DATA UNDER STUDY: Begin

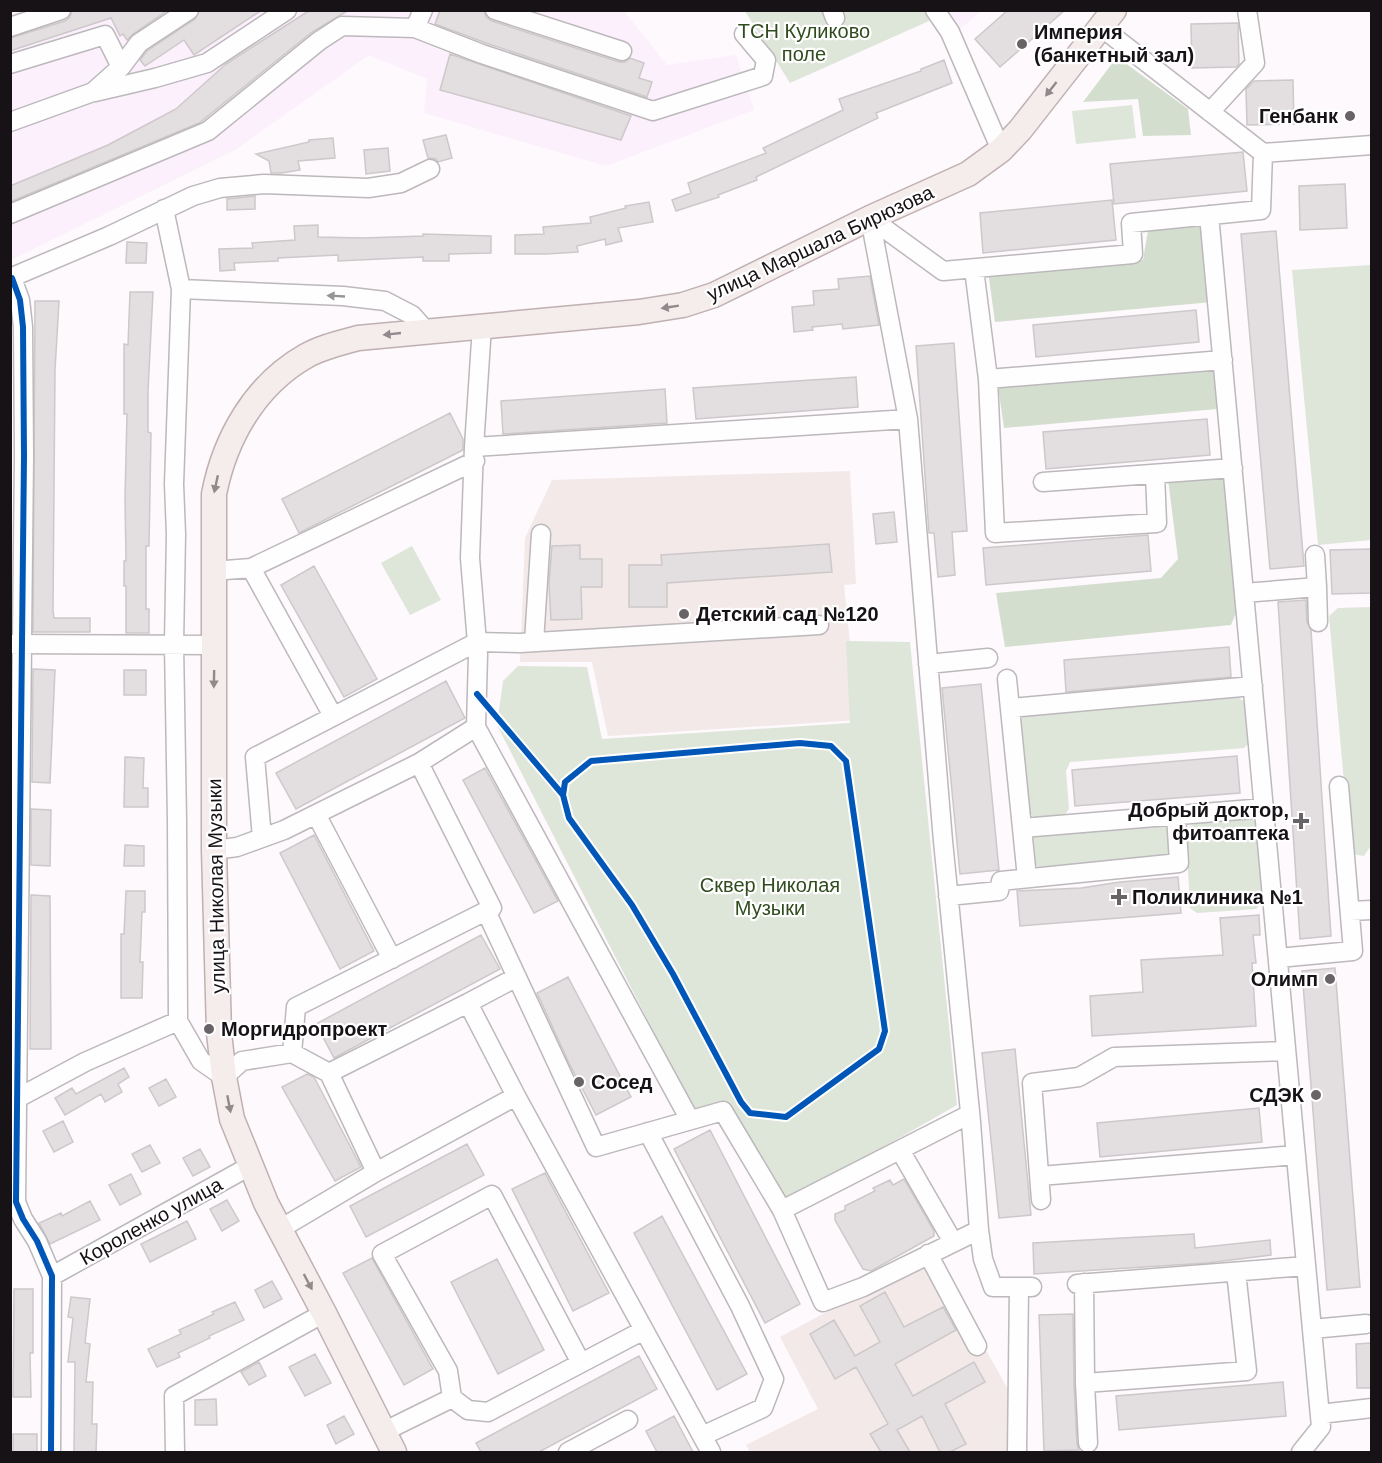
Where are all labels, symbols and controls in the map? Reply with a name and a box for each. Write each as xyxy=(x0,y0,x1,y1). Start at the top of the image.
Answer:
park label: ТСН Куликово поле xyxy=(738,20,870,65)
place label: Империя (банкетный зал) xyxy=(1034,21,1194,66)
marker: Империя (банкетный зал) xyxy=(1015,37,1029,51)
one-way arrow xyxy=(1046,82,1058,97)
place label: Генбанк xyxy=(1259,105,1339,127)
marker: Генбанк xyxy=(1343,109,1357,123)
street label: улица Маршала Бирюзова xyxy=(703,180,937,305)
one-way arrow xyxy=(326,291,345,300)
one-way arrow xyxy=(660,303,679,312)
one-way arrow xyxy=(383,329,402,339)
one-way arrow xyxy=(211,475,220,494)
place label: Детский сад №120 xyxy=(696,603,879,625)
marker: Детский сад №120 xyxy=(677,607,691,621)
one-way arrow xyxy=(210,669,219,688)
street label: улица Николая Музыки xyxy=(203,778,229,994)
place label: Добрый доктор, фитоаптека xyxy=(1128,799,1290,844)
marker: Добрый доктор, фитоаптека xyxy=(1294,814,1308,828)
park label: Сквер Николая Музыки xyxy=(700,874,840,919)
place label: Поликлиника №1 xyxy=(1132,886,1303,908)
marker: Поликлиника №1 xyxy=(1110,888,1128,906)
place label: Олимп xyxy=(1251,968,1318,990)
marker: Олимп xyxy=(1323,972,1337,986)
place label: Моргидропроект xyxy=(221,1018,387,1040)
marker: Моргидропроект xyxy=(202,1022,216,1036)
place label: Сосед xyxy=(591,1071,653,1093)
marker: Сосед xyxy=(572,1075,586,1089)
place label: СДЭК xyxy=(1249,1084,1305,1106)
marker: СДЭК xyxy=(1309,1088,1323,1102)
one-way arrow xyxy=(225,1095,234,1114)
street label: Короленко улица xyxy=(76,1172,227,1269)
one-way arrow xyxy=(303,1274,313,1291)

DATA UNDER STUDY: End

» PROBLEM REQUIREMENTS
Give the records a second time exactly, keeping the images out.

» COMPLETED EXERCISE
Where are all labels, symbols and controls in the map? Reply with a name and a box for each. Write each as xyxy=(x0,y0,x1,y1). Start at the top of the image.
Answer:
park label: ТСН Куликово поле xyxy=(738,20,870,65)
place label: Империя (банкетный зал) xyxy=(1034,21,1194,66)
marker: Империя (банкетный зал) xyxy=(1015,37,1029,51)
one-way arrow xyxy=(1046,82,1058,97)
place label: Генбанк xyxy=(1259,105,1339,127)
marker: Генбанк xyxy=(1343,109,1357,123)
street label: улица Маршала Бирюзова xyxy=(703,180,937,305)
one-way arrow xyxy=(326,291,345,300)
one-way arrow xyxy=(660,303,679,312)
one-way arrow xyxy=(383,329,402,339)
one-way arrow xyxy=(211,475,220,494)
place label: Детский сад №120 xyxy=(696,603,879,625)
marker: Детский сад №120 xyxy=(677,607,691,621)
one-way arrow xyxy=(210,669,219,688)
street label: улица Николая Музыки xyxy=(203,778,229,994)
place label: Добрый доктор, фитоаптека xyxy=(1128,799,1290,844)
marker: Добрый доктор, фитоаптека xyxy=(1294,814,1308,828)
park label: Сквер Николая Музыки xyxy=(700,874,840,919)
place label: Поликлиника №1 xyxy=(1132,886,1303,908)
marker: Поликлиника №1 xyxy=(1110,888,1128,906)
place label: Олимп xyxy=(1251,968,1318,990)
marker: Олимп xyxy=(1323,972,1337,986)
place label: Моргидропроект xyxy=(221,1018,387,1040)
marker: Моргидропроект xyxy=(202,1022,216,1036)
place label: Сосед xyxy=(591,1071,653,1093)
marker: Сосед xyxy=(572,1075,586,1089)
place label: СДЭК xyxy=(1249,1084,1305,1106)
marker: СДЭК xyxy=(1309,1088,1323,1102)
one-way arrow xyxy=(225,1095,234,1114)
street label: Короленко улица xyxy=(76,1172,227,1269)
one-way arrow xyxy=(303,1274,313,1291)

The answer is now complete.